* [WORK INSTRUCTION] Every line with the word "list" in it should be extracted from the data that follows.

* [Stored items]
####
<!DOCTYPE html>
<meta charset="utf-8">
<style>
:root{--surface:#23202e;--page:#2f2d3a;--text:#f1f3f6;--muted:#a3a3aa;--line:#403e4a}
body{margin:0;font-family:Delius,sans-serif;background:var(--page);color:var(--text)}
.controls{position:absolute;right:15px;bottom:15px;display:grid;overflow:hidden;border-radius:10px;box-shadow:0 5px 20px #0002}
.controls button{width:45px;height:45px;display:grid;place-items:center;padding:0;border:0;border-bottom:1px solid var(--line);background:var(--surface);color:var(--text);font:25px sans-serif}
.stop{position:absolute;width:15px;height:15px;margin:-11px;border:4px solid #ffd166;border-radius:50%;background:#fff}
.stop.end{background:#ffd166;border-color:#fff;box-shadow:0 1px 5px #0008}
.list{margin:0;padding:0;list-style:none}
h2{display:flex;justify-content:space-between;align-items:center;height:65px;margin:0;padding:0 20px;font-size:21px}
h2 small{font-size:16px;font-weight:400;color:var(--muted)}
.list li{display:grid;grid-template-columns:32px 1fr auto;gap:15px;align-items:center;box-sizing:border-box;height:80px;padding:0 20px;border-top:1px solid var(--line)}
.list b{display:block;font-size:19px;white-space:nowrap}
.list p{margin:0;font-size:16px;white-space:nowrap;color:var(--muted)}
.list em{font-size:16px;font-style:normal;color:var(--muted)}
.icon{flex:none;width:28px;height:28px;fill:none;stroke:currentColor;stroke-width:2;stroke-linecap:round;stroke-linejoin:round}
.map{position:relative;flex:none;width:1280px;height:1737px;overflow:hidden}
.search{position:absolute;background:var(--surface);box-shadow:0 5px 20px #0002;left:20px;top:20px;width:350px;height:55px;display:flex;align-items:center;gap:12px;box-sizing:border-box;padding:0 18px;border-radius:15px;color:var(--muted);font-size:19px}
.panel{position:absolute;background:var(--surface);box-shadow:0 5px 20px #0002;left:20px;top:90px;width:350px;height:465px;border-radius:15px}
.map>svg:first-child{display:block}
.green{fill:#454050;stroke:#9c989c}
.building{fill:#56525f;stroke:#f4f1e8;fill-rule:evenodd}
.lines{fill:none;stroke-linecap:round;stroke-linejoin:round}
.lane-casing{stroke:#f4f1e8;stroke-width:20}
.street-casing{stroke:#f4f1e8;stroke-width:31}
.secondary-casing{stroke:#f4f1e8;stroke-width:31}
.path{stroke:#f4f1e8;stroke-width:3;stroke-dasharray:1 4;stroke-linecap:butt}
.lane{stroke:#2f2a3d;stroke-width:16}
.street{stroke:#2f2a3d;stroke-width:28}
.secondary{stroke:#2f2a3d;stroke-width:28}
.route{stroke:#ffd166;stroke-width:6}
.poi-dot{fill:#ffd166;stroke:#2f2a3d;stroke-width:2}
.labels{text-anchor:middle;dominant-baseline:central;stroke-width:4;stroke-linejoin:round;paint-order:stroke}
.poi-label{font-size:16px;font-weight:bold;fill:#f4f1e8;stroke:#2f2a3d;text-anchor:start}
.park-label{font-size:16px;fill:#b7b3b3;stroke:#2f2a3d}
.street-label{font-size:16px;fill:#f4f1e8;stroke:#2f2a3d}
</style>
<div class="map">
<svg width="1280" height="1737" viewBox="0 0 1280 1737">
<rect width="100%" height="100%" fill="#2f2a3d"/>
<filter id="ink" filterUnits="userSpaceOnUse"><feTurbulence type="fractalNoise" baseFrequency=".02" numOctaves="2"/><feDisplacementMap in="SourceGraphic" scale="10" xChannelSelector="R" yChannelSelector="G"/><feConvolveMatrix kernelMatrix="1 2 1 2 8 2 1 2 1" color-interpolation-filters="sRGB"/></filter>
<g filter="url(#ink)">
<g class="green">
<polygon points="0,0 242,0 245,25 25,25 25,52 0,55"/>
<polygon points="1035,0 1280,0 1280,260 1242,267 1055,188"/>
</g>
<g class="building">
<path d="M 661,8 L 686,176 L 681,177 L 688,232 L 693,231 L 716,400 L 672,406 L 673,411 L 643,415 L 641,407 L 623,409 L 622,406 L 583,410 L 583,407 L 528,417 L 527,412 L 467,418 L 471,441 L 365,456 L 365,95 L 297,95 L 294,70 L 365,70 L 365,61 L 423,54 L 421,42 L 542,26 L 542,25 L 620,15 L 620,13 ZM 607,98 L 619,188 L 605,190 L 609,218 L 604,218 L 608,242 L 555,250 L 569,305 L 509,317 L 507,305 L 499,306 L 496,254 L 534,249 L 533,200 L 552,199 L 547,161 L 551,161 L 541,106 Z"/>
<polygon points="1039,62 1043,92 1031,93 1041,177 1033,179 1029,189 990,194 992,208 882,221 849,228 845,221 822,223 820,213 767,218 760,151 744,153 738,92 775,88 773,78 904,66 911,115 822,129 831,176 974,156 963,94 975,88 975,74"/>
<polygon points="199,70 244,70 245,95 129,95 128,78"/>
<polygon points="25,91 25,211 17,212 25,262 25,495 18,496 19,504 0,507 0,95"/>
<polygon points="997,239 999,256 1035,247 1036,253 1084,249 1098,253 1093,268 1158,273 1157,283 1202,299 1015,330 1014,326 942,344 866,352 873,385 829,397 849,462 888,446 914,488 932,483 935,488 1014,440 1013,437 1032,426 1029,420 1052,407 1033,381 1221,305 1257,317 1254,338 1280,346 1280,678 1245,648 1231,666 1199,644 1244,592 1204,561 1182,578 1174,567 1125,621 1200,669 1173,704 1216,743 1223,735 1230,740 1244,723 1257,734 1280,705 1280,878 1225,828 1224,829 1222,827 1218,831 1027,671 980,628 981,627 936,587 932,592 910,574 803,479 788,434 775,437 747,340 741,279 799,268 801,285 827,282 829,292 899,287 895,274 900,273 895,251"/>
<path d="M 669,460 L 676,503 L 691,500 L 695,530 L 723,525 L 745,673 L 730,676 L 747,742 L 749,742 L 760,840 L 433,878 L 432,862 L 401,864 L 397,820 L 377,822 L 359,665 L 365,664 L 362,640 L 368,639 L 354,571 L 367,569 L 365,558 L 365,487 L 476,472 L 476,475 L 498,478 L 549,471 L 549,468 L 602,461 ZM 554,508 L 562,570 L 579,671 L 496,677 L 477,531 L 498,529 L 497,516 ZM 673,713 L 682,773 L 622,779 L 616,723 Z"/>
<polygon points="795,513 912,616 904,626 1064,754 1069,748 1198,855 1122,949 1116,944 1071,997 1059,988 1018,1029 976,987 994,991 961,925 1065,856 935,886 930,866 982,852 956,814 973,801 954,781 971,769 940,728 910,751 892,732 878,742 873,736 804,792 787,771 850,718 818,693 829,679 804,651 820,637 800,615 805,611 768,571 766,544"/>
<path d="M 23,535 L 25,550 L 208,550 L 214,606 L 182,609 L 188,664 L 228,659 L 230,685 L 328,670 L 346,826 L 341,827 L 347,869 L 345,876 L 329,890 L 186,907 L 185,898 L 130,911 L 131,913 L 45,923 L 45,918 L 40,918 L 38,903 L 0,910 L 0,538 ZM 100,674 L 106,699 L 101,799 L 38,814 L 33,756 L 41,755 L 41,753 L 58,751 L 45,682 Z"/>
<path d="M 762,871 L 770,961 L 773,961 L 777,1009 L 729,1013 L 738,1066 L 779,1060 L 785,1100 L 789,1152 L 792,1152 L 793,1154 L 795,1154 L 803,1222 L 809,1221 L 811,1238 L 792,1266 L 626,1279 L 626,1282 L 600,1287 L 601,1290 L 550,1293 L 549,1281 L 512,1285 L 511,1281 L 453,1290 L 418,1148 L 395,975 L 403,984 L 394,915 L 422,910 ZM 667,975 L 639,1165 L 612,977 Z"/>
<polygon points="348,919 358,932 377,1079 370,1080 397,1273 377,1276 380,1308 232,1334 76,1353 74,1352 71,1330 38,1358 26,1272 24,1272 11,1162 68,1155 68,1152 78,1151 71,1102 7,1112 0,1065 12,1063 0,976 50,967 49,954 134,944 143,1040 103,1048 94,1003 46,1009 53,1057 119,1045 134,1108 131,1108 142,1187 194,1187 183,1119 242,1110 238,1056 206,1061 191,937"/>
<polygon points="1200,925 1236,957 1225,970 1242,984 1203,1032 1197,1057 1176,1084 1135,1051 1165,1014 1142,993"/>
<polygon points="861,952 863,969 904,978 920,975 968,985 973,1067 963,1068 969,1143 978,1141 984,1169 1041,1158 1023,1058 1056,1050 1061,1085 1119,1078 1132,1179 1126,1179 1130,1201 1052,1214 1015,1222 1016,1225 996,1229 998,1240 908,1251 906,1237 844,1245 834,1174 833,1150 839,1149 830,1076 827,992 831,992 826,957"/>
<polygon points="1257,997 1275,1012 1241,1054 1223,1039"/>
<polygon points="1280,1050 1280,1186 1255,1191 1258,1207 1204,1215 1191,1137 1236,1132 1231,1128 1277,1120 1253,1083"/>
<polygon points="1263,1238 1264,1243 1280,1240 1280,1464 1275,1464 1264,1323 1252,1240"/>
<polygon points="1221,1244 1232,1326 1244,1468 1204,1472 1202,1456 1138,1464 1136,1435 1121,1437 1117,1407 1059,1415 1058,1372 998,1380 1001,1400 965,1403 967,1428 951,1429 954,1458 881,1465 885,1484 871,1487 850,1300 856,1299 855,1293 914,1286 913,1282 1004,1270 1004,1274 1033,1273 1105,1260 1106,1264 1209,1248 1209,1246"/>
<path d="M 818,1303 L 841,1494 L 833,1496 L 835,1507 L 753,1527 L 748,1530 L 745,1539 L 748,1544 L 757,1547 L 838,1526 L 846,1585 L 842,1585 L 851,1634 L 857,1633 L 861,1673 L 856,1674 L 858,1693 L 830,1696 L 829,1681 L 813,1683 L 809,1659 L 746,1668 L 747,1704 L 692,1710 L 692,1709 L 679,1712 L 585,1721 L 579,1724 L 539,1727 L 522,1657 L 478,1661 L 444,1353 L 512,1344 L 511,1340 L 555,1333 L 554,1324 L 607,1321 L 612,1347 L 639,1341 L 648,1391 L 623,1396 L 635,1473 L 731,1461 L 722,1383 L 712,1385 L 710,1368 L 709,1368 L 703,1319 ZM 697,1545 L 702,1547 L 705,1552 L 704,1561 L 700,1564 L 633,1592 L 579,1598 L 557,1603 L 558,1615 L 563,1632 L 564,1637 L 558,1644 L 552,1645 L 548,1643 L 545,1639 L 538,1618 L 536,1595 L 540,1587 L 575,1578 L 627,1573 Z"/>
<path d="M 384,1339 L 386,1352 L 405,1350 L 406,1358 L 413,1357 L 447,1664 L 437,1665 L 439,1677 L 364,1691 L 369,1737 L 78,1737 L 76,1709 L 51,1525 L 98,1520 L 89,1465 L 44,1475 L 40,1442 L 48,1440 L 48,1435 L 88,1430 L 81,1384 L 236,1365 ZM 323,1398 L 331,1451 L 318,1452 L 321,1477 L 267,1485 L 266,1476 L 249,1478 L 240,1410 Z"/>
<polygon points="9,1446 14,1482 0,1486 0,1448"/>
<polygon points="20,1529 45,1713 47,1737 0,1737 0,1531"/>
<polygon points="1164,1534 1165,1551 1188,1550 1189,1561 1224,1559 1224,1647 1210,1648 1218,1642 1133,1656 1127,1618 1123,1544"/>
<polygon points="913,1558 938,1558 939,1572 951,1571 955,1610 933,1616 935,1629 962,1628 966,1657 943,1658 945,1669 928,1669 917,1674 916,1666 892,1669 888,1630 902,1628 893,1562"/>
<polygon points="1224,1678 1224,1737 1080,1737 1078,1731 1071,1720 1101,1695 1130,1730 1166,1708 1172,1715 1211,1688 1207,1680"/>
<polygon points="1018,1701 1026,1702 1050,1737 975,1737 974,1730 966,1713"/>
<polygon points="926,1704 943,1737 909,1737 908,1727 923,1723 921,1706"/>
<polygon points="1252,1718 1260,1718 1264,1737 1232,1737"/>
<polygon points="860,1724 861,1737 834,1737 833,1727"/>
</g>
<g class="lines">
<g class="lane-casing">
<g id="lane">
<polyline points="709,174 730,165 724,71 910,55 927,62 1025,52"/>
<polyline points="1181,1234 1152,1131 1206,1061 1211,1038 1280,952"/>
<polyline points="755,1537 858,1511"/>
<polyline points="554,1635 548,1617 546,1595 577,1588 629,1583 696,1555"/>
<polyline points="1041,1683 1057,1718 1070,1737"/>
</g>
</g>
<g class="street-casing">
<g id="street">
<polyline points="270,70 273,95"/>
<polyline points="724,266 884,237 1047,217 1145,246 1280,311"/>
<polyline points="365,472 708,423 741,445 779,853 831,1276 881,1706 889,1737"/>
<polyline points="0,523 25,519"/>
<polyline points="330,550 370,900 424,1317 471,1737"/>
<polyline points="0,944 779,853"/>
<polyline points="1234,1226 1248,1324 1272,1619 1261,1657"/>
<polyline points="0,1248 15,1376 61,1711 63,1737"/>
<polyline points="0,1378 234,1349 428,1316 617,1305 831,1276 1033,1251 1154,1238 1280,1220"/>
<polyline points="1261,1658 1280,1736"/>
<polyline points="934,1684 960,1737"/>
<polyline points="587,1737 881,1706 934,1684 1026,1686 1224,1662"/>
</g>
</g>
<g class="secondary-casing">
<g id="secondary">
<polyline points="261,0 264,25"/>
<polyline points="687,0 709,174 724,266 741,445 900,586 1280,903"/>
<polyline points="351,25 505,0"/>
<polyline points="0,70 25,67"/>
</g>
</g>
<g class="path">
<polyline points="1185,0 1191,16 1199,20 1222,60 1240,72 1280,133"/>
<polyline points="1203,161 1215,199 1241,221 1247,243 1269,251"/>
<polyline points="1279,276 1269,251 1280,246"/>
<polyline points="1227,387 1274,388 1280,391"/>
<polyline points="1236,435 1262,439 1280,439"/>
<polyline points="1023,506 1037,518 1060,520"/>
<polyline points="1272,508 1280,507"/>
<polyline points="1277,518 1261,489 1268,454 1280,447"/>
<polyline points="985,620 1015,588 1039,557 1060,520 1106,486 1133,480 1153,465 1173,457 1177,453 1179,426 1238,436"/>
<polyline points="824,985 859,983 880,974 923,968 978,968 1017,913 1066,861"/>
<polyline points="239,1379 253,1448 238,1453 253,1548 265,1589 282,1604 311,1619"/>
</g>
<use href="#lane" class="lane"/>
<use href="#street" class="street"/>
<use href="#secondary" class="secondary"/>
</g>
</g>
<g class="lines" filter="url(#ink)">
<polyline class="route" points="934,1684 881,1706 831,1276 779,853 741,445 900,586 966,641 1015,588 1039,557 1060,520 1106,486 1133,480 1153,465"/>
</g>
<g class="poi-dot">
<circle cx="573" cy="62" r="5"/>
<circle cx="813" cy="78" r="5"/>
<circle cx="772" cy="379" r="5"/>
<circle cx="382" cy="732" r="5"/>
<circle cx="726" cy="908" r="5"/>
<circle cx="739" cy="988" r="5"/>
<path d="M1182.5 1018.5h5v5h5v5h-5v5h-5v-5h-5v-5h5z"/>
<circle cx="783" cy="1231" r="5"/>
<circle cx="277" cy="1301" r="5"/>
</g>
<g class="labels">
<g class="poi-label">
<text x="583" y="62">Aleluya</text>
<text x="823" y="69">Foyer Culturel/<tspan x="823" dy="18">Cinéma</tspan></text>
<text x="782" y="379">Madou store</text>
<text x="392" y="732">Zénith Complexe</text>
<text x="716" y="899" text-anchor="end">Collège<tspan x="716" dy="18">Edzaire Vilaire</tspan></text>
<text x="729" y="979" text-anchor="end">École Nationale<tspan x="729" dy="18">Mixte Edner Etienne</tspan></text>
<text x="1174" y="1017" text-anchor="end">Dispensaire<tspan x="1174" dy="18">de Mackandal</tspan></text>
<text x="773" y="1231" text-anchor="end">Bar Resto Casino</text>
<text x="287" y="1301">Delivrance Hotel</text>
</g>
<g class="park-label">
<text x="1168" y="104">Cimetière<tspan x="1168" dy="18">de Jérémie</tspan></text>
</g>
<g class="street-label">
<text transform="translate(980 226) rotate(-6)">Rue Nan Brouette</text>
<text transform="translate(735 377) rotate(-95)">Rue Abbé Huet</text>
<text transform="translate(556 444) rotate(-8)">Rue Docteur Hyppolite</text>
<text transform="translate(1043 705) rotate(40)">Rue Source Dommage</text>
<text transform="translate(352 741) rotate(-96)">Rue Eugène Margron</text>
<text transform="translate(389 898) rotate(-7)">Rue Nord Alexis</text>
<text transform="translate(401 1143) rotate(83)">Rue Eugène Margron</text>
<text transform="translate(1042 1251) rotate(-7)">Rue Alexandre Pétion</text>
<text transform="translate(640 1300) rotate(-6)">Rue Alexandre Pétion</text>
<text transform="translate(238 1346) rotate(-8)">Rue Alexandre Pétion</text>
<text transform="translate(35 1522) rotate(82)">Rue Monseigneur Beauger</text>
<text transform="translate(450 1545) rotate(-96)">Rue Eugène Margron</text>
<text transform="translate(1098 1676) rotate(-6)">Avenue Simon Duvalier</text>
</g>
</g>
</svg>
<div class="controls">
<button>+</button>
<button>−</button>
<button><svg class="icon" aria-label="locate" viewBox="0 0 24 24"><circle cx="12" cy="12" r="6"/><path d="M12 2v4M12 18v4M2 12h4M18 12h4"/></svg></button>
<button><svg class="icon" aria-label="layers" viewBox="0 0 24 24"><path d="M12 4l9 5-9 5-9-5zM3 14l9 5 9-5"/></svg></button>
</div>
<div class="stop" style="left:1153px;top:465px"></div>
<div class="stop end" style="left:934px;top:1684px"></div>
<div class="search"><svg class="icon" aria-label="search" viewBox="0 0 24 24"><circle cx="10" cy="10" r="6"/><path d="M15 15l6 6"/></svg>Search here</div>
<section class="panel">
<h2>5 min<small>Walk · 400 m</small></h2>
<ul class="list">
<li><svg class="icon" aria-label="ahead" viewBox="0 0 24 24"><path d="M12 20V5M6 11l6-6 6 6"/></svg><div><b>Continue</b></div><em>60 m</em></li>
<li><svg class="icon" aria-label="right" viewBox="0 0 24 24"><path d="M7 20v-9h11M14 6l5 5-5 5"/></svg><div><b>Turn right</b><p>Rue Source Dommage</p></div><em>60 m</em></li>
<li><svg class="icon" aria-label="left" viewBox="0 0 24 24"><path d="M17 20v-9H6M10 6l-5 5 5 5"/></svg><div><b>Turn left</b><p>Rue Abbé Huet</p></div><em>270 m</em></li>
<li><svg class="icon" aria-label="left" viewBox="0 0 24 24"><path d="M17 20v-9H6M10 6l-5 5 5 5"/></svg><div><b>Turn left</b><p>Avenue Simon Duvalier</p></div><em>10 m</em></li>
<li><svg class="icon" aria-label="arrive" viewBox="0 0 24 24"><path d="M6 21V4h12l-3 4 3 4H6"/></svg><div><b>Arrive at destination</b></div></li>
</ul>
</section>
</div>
####
* [WORKED SOLUTION]
.list{margin:0;padding:0;list-style:none}
.list li{display:grid;grid-template-columns:32px 1fr auto;gap:15px;align-items:center;box-sizing:border-box;height:80px;padding:0 20px;border-top:1px solid var(--line)}
.list b{display:block;font-size:19px;white-space:nowrap}
.list p{margin:0;font-size:16px;white-space:nowrap;color:var(--muted)}
.list em{font-size:16px;font-style:normal;color:var(--muted)}
<ul class="list">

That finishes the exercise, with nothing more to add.